From the jump, it was clear this was going to be a new iteration of the Celtics-Sixers rivalry that has defined the top of the East in recent years. The Celtics have always sent a cavalry of bigs to bang with Joel Embiid over the years with Marcus Smart finding his way in the mix, but this game featured Jrue Holiday taking on the MVP from start to finish.
In Minnesota, Holiday was the primary defender on Karl-Anthony Towns, holding him to seven points on approximately 30 possessions and forcing five turnovers. It was a surprise to see Holiday guarding Towns while the Celtics were starting the game double big, but Mazzulla’s gamble paid off.
But it wasn’t a surprise for Holiday to open the game on Embiid once Mazzulla announced Derrick White would return to the starting lineup after coming back from paternity leave. In the end, Mazzulla liked how Holiday pushed his catches out, but conceded that Embiid is going to get 27 points a night, no matter how you guard him.
“I was expecting it. I thought we didn’t do a good job of reacting to it,“ Embiid said. “All they were basically doing was trying to front me. I thought there was so many times we could have had a high-low.

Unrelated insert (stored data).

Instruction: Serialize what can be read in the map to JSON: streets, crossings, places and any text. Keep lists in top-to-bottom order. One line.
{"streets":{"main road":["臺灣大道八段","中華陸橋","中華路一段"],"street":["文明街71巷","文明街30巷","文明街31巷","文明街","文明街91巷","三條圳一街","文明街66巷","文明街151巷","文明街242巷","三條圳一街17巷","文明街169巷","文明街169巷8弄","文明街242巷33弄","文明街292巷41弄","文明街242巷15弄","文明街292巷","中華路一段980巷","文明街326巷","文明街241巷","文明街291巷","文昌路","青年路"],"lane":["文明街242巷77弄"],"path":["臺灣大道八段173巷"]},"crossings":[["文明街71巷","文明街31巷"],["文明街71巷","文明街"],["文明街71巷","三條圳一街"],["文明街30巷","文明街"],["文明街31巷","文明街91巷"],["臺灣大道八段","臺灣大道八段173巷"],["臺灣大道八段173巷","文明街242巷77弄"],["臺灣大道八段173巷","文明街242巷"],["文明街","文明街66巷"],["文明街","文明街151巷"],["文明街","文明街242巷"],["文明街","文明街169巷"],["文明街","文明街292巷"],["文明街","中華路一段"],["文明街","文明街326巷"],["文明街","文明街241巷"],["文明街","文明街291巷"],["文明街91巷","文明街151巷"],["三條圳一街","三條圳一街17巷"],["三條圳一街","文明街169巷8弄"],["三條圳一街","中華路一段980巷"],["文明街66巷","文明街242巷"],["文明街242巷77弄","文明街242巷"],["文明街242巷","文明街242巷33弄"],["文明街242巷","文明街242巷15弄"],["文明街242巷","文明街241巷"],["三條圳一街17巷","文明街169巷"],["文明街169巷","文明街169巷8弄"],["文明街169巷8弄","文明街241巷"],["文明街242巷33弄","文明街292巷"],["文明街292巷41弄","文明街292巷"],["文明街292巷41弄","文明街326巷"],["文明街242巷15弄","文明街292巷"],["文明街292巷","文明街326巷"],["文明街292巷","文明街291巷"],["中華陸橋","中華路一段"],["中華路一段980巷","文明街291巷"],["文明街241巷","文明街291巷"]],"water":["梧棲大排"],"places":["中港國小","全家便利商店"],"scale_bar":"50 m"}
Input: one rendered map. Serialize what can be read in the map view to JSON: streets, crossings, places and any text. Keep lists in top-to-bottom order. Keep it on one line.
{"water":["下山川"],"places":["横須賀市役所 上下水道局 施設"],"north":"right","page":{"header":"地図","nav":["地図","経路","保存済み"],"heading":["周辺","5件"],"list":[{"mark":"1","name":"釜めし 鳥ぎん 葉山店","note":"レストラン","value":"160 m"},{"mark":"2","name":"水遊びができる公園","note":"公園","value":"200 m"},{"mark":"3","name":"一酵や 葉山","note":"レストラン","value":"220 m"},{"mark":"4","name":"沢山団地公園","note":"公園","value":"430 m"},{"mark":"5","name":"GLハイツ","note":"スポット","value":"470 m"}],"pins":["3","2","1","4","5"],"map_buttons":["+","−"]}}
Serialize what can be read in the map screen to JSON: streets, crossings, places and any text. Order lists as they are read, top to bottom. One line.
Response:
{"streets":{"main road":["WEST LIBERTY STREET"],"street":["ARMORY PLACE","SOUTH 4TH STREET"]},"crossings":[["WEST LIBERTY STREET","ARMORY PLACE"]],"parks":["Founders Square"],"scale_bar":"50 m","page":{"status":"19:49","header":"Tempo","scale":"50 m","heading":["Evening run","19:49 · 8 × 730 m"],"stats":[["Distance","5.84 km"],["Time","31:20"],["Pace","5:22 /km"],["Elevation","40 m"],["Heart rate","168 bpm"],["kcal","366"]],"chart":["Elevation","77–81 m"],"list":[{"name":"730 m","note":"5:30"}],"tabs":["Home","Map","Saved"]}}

We just didn’t react quick enough to make it happen.”
It was all an effort to have Holiday do all the work up high on Embiid, then have Porziņģis and Al Horford rotate over late to protect the rim. That was a bit of a struggle.
“The one thing we have to teach our bigs is to stay in the paint on defense and not move, and we just got to be able to do that and protect the rim,” Mazzulla said. “I thought Embiid did a good job of standing in the paint, protecting the rim and forcing us to kick it out, and I just don’t think we made them.”
So why aren’t the Celtics bigs doing it right?
“Well, there is a rule called D3, but I don’t know if it’s a rule anymore,” Mazzulla deadpanned about the defensive 3-second rule that very much exists. “But I have to look it up.”
Mazzulla’s actual game plan would have Holiday front before the catch on Embiid to push him out toward the corner to make a double-team more effective, then Horford or Porziņģis would vary the timing and angles on their double teams to keep him off balance. In the middle of the fourth quarter, Mazzulla had Holiday on Embiid and then Horford on Tyrese Maxey because Maxey was going to run over to the elbow and drop it down to Embiid in the post.
Maxey faked a cut after passing it to Embiid, Horford doubled Embiid, then Jaylen Brown would sit in the help position to make a long close-out on Maxey. But when the pass came, Brown was taking a step backward and Maxey had just enough room to bury the 3 to go up 10.
From that point on, Boston’s execution was on point at both ends.
“Last game we didn’t go to ‘Angle,’ which I talked to you about with KP. Tonight we went to it and I thought that got Embiid spaced and then we were able to make some two-on-one reads,” Mazzulla said when The Athletic asked about fourth-quarter offensive spacing. “I thought in the first half we didn’t make great rim reads and in the second half we made better ones. But I thought we executed really well down the stretch. I thought we missed wide-open shots.”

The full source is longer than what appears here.